La guerre hybride continue de s'intensifier entre les pays autocratiques et démocratiques, mais aucun camp unificateur ni rideau de fer n'est réellement introduit. Seuls des blocs (géo)économiques moins stricts émergent. Alors que les régimes autocratiques cooptent de plus en plus la technologie pour surveiller leurs citoyens et censurer l'information, les régimes démocratiques cessent complètement d'utiliser la technologie développée dans les pays autocratiques par crainte de l'espionnage et des logiciels malveillants. Il en résulte une divergence totale en matière d'innovation technologique entre les deux blocs, chaque partie utilisant exclusivement ses propres normes technologiques, fabriquées au sein de son bloc et conformes à ses propres processus de normalisation. L'internet est également partiellement fragmenté, les régimes autocratiques mettant de plus en plus souvent en place des pare-feu qui limitent l'accès de leurs citoyens à l'internet mondial.

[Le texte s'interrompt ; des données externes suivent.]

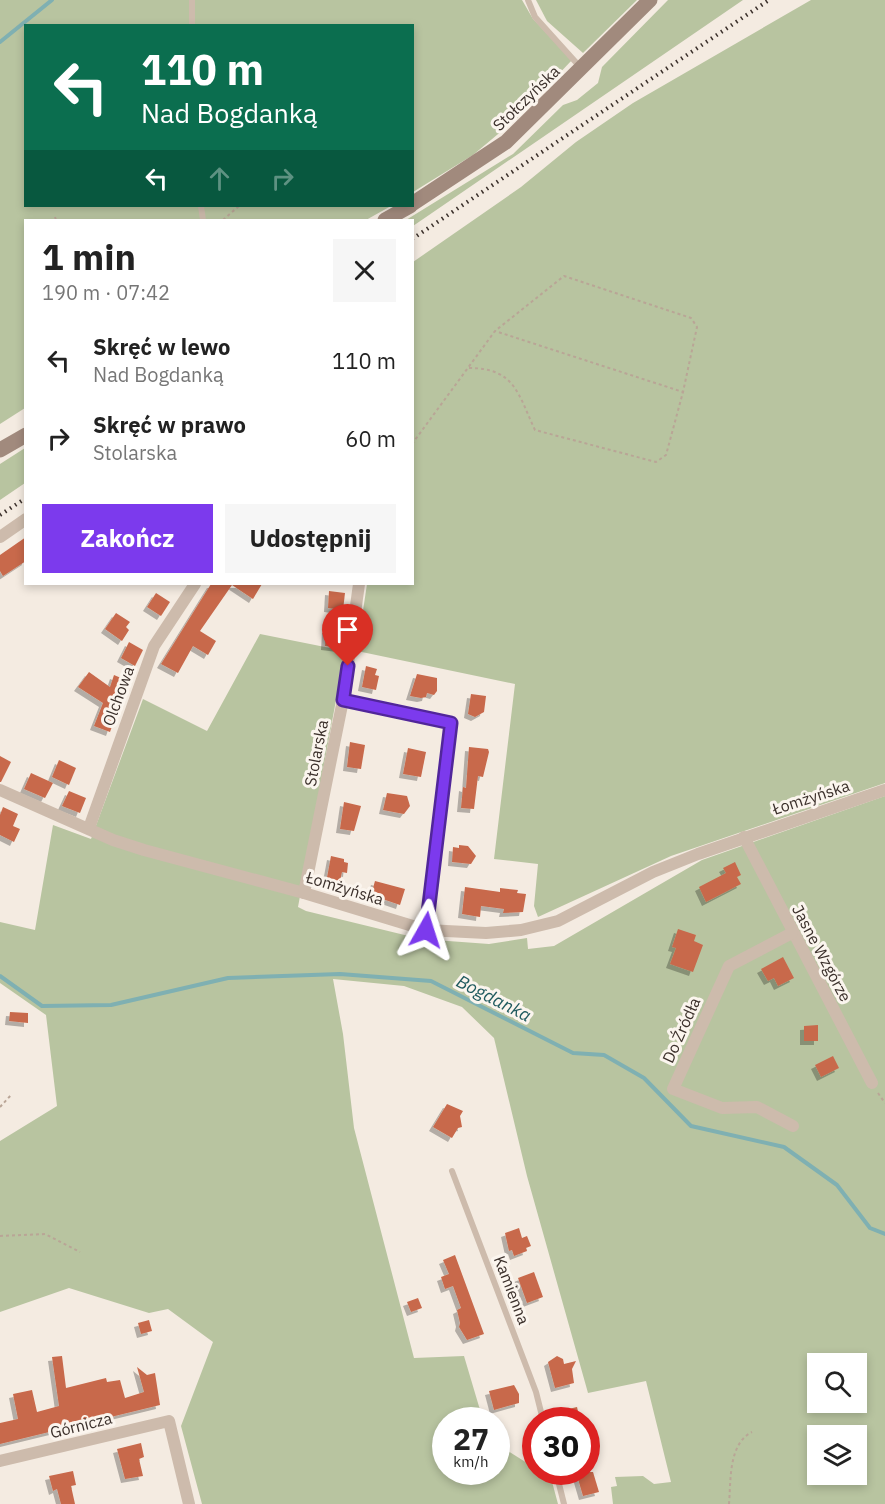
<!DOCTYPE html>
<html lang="pl">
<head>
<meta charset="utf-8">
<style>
	:root { --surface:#fff; --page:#f6f6f6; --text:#222; --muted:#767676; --accent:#7c3aed }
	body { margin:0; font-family:"IBM Plex Sans",sans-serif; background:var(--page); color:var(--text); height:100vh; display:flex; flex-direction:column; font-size:22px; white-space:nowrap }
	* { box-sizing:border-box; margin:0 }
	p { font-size:20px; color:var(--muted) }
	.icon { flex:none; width:33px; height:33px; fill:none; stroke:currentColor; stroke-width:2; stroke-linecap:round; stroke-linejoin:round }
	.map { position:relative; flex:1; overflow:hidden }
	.side { position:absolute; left:24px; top:219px; width:390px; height:366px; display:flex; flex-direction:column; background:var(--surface); border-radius:0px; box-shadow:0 3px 9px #0003 }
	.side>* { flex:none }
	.guide { position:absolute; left:24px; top:24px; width:390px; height:183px; border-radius:0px; box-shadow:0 3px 9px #0003; background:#0b6e4f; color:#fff; overflow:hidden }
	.fabs { position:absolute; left:807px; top:1353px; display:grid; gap:12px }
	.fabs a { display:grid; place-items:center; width:60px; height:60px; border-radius:0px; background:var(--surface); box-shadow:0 3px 9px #0003; font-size:30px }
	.speed { position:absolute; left:432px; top:1407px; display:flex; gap:12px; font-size:30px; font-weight:700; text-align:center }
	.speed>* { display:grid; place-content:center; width:78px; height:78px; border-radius:50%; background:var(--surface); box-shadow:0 3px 9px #0003; line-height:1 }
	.speed small { font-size:15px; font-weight:400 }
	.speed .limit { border:9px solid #d22; background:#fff; color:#111 }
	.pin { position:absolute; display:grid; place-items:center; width:51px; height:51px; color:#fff; margin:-62px -26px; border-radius:50% 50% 50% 0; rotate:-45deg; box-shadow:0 0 6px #0007 }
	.pin .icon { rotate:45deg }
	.me { position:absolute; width:66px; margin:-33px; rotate:6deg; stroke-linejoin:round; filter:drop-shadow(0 0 4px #0008) }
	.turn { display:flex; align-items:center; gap:21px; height:126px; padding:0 18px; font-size:27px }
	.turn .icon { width:78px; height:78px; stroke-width:2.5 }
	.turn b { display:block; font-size:42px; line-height:51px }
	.lanes { display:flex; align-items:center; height:57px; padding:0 18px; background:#0003; justify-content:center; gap:30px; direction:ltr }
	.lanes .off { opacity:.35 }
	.round { display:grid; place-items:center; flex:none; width:63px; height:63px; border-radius:0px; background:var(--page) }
	.headline { display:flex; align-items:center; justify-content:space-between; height:102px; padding:0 18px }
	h1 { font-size:36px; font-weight:800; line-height:45px }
	.cta { display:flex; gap:12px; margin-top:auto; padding:12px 18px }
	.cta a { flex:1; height:69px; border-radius:0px; background:var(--accent); color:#fff; font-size:24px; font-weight:800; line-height:69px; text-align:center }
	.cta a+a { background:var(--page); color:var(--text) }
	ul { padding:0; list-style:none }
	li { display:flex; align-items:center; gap:18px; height:78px; padding:0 18px }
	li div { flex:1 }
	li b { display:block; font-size:22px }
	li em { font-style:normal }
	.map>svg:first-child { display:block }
</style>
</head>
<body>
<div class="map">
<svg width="885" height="1504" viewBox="0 0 885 1504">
	<defs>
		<filter id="shadow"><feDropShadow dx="-4" dy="4" stdDeviation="0" flood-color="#0004"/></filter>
	</defs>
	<rect width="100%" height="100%" fill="#f4ebe1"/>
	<g fill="#b8c4a0" fill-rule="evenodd">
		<path d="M 0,0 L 522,0 L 533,19 L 572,60 L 517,118 L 473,155 L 413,192 L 412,26 L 26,26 L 26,206 L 391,206 L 366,220 L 26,220 L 25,408 L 0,424 Z"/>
		<path d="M 536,0 L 637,0 L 583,53 L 547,21 Z"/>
		<path d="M 668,0 L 743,0 L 413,226 L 412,220 L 406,220 L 513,154 L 563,105 L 577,100 L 598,83 L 602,67 Z"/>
		<path d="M 811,0 L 885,0 L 885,783 L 671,856 L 538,917 L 534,906 L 538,864 L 494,859 L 515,684 L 357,651 L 367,584 L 412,584 L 413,262 L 521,187 L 576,142 L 633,103 Z"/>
		<path d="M 25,448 L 25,483 L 0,500 L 0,464 Z"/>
		<path d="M 260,634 L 345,651 L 298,907 L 306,911 L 421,939 L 489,944 L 527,938 L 528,949 L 554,946 L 702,860 L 885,796 L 885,1504 L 613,1504 L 611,1487 L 617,1486 L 615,1477 L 643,1476 L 654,1484 L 671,1482 L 646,1381 L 588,1393 L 527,1176 L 494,1038 L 462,1007 L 404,986 L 333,979 L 343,1034 L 354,1128 L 414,1358 L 464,1356 L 483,1420 L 446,1420 L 446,1472 L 496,1472 L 497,1444 L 535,1468 L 536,1472 L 551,1478 L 558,1504 L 202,1504 L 181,1426 L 213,1342 L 168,1309 L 149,1313 L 69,1288 L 0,1312 L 0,1141 L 57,1106 L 46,1015 L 0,983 L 0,922 L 35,930 L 53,825 L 91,839 L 143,699 L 207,731 ZM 818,1364 L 856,1364 L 856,1402 L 818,1402 ZM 818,1436 L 856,1436 L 856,1474 L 818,1474 Z"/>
	</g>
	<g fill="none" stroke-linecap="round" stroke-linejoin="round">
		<g stroke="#7fb0b2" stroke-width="4">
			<path d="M 0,42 L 52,0"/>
			<path d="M 0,976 L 42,1006 L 111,1005 L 228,978 L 340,974 L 431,981 L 573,1053 L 604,1055 L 644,1078 L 691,1126 L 784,1147 L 837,1185 L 870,1228 L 885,1234"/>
		</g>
	</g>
	<g fill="#c8694b" filter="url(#shadow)">
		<path d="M 26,537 L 26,561 L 3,576 L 0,571 L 0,555 Z"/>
		<path d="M 211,584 L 262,584 L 253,599 L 232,585 L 200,631 L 216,641 L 208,655 L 193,646 L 178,673 L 161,664 Z"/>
		<path d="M 329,591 L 345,593 L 343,610 L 328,608 Z"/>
		<path d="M 156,593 L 170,602 L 161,616 L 147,607 Z"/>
		<path d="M 335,611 L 345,613 L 341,648 L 325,646 L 326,629 L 332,629 Z"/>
		<path d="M 116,613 L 130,622 L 126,627 L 129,630 L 122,641 L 105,629 Z"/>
		<path d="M 129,642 L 143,650 L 135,666 L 121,658 Z"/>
		<path d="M 366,666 L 377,669 L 375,675 L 379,676 L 376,690 L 362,687 Z"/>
		<path d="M 89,672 L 110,687 L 114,675 L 128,681 L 110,732 L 94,726 L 103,703 L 78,687 Z"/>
		<path d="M 417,674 L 437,678 L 437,691 L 434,695 L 427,693 L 426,697 L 421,698 L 410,696 Z"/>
		<path d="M 471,694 L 486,696 L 484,712 L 475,717 L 468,714 Z"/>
		<path d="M 350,742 L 365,745 L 361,769 L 347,767 Z"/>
		<path d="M 469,747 L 488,749 L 489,752 L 483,777 L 478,776 L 474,809 L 461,808 L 463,787 L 466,788 Z"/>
		<path d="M 408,748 L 426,752 L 421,777 L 403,774 Z"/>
		<path d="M 0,756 L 11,762 L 1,782 L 0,782 Z"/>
		<path d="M 59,760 L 76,768 L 69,785 L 52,777 Z"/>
		<path d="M 31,773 L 53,783 L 45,798 L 24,789 Z"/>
		<path d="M 69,791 L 86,798 L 80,813 L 62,806 Z"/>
		<path d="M 387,793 L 407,796 L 410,806 L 404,814 L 383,810 Z"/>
		<path d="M 344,802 L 361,806 L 354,831 L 340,829 Z"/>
		<path d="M 3,807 L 18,814 L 13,826 L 20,829 L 14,842 L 0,835 L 0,815 Z"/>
		<path d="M 459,845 L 468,846 L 476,856 L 471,864 L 452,862 L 453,847 L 459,848 Z"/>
		<path d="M 331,856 L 344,859 L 344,862 L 348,863 L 347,873 L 342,872 L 339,885 L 326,883 Z"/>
		<path d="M 735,862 L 741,875 L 737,877 L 741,884 L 706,902 L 699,887 L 726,873 L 723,868 Z"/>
		<path d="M 375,881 L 405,889 L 400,905 L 371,895 Z"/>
		<path d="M 465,887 L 500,892 L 500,888 L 518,890 L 517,893 L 526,894 L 523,912 L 503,913 L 504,909 L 481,906 L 480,917 L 462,914 Z"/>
		<path d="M 678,929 L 696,935 L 694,941 L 703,945 L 693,972 L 670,964 L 676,948 L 672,947 Z"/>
		<path d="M 783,957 L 794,978 L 778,986 L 774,978 L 768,981 L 761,969 Z"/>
		<path d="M 10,1012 L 28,1013 L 28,1023 L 9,1021 Z"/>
		<path d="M 818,1025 L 818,1041 L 804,1041 L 804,1026 Z"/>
		<path d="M 833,1056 L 839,1068 L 821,1077 L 815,1065 Z"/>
		<path d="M 447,1104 L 463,1111 L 460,1116 L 462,1127 L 458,1128 L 452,1138 L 433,1127 Z"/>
		<path d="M 519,1228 L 522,1238 L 527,1236 L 531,1246 L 526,1248 L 527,1251 L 514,1256 L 512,1250 L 509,1251 L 505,1233 Z"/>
		<path d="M 455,1255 L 484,1334 L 467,1340 L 459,1327 L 460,1323 L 457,1310 L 461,1308 L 453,1286 L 445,1289 L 441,1277 L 449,1274 L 443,1260 Z"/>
		<path d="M 534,1272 L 543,1297 L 527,1303 L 518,1278 Z"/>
		<path d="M 418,1298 L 422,1308 L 411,1312 L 407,1302 Z"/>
		<path d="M 149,1320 L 152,1331 L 141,1334 L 138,1323 Z"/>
		<path d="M 62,1356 L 66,1388 L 106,1378 L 107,1382 L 120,1380 L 125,1398 L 144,1392 L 137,1367 L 147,1375 L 155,1373 L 160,1405 L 0,1444 L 0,1423 L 18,1419 L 13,1394 L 32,1390 L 37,1412 L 59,1406 L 52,1357 Z"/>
		<path d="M 557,1356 L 563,1359 L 564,1364 L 576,1361 L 572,1369 L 574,1383 L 555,1388 L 548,1362 Z"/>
		<path d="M 514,1385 L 519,1394 L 519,1403 L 494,1410 L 489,1391 Z"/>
		<path d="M 577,1407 L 580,1420 L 562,1420 L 560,1411 Z"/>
		<path d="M 141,1443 L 144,1457 L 139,1459 L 143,1476 L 125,1479 L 117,1449 Z"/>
		<path d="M 73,1471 L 76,1485 L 71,1486 L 75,1504 L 61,1504 L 57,1489 L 53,1491 L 49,1476 Z"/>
		<path d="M 576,1472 L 593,1472 L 599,1492 L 583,1496 Z"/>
	</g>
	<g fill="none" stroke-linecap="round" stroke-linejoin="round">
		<g stroke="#b9a596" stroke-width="2" stroke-dasharray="3 3" stroke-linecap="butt">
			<path d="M 55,217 L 56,220"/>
			<path d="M 223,220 L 239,206"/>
			<path d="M 469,368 C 515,368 518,394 535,430 L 656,462 L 666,455 L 683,392"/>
			<path d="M 412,444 L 495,331 L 564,276 L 691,318 L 697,327 L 683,392 L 495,331"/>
			<path d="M 878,1093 L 885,1103"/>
			<path d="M 0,1107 L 12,1094"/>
			<path d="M 0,1236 L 45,1234 L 80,1252"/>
			<path d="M 729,1504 C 731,1481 728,1444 752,1432"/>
		</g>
		<g stroke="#cdbbac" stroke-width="6">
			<path d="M 192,0 L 192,26"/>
			<path d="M 528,0 L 535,17 L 581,68"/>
			<path d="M 201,206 L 203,220"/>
			<path d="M 452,1171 L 536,1392 L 543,1420"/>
			<path d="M 556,1472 L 564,1504"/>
		</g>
		<g stroke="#cdbbac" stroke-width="12">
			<path d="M 0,537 L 26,519"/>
			<path d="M 343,700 L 451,723 L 426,930"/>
			<path d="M 0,790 L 113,840 L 144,850 L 304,893 L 426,930 L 486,933 L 521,930 L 558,921 L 653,872 L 698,854 L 885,790"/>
			<path d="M 89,828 L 154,646 L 195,584"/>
			<path d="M 744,837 L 872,1083"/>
			<path d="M 304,893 L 343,700 L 359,584"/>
			<path d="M 792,933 L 729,966 L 673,1089 L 722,1108 L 757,1107 L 793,1126"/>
			<path d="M 0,1461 L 169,1421 L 189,1504"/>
		</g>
		<g stroke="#a18a7d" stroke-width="15">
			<path d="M 412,204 L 506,142 L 650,0"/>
			<path d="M 385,220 L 410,206"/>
			<path d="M 0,450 L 26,435"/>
		</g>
		<g stroke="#3b302b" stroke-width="4" stroke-dasharray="1.5 4.5" stroke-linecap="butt">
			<path d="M 412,239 L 769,0"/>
			<path d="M 0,515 L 26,498"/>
		</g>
	</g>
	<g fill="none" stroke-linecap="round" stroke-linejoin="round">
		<defs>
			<path id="route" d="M 348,666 L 343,700 L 451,723 L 426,930"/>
		</defs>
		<use href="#route" stroke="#51269a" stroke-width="15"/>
		<use href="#route" stroke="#7c3aed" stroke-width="10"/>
	</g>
	<g text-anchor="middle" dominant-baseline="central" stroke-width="6" stroke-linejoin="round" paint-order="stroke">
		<g font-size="16" fill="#3b302b" stroke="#fbf5ee">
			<text transform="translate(526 98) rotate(-44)">Stołczyńska</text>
			<text transform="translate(118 696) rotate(-70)">Olchowa</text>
			<text transform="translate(316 753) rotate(-79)">Stolarska</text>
			<text transform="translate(811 797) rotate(-18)">Łomżyńska</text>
			<text transform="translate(345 888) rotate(17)">Łomżyńska</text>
			<text transform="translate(822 953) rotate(62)">Jasne Wzgórze</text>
			<text transform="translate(681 1030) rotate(-66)">Do Źródła</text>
			<text transform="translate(512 1290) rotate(69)">Kamienna</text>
			<text transform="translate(81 1425) rotate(-14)">Górnicza</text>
		</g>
		<g font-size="18" font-style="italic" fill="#1f5a5e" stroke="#fbf5ee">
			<text transform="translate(494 998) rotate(27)">Bogdanka</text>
		</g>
	</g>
</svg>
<div class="fabs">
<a><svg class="icon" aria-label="search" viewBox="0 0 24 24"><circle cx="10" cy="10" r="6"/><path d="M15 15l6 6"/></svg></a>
<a><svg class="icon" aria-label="layers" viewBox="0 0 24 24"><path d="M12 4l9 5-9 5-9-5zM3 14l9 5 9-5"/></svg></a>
</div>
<div class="speed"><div>27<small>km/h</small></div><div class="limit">30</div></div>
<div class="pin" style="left:348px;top:666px;background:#d93025"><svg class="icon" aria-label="arrive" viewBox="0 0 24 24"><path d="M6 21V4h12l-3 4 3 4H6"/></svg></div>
<svg class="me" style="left:426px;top:930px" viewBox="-20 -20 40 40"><path d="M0-17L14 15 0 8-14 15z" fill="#7c3aed" stroke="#fff" stroke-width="4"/></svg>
<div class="guide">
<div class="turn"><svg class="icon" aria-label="left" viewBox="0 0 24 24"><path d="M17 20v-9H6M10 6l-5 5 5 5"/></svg><div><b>110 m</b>Nad Bogdanką</div></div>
<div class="lanes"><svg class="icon" aria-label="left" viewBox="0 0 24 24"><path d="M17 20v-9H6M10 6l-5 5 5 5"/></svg><svg class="icon off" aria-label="ahead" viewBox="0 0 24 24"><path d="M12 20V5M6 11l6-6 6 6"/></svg><svg class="icon off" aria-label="right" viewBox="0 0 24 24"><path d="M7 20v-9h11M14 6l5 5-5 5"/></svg></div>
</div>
<section class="side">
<div class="headline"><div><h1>1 min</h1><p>190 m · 07:42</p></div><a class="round"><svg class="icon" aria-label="close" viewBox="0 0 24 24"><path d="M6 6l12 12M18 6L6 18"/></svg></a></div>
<ul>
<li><svg class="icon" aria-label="left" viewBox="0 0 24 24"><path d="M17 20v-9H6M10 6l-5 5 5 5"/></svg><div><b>Skręć w lewo</b><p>Nad Bogdanką</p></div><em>110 m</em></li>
<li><svg class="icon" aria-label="right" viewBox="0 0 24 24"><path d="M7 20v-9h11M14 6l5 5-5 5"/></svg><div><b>Skręć w prawo</b><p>Stolarska</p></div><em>60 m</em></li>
</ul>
<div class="cta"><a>Zakończ</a><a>Udostępnij</a></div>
</section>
</div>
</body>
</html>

Pour le reste, le même internet est toujours partagé au niveau mondial. La lutte pour l'hégémonie technologique et commerciale qui en résulte réduit le commerce mondial et la diffusion des idées, diminue la croissance économique et augmente le risque de conflits. 

La revue « Foreign Affairs »avait fait, en 2019, une consultation d’experts sur la question : La technologie favorise-t-elle la tyrannie ?

Les avis sont partagés, mais on y retrouve les mêmes tendances et scénarios.

Voilà un bon exercice de « Scenario Planning » pour apprendre le futur et nous permettre d’anticiper comment nos sociétés, nos entreprises, et chacun d’entre nous, vont se préparer à ce ou ces nouveaux mondes. Même les candidats à la Présidence de la République française pourraient s'y intéresser (on en est loin pour le moment malheureusement). 

La quatrième révolution industrielle et les technologies exponentielles seront aussi géopolitiques.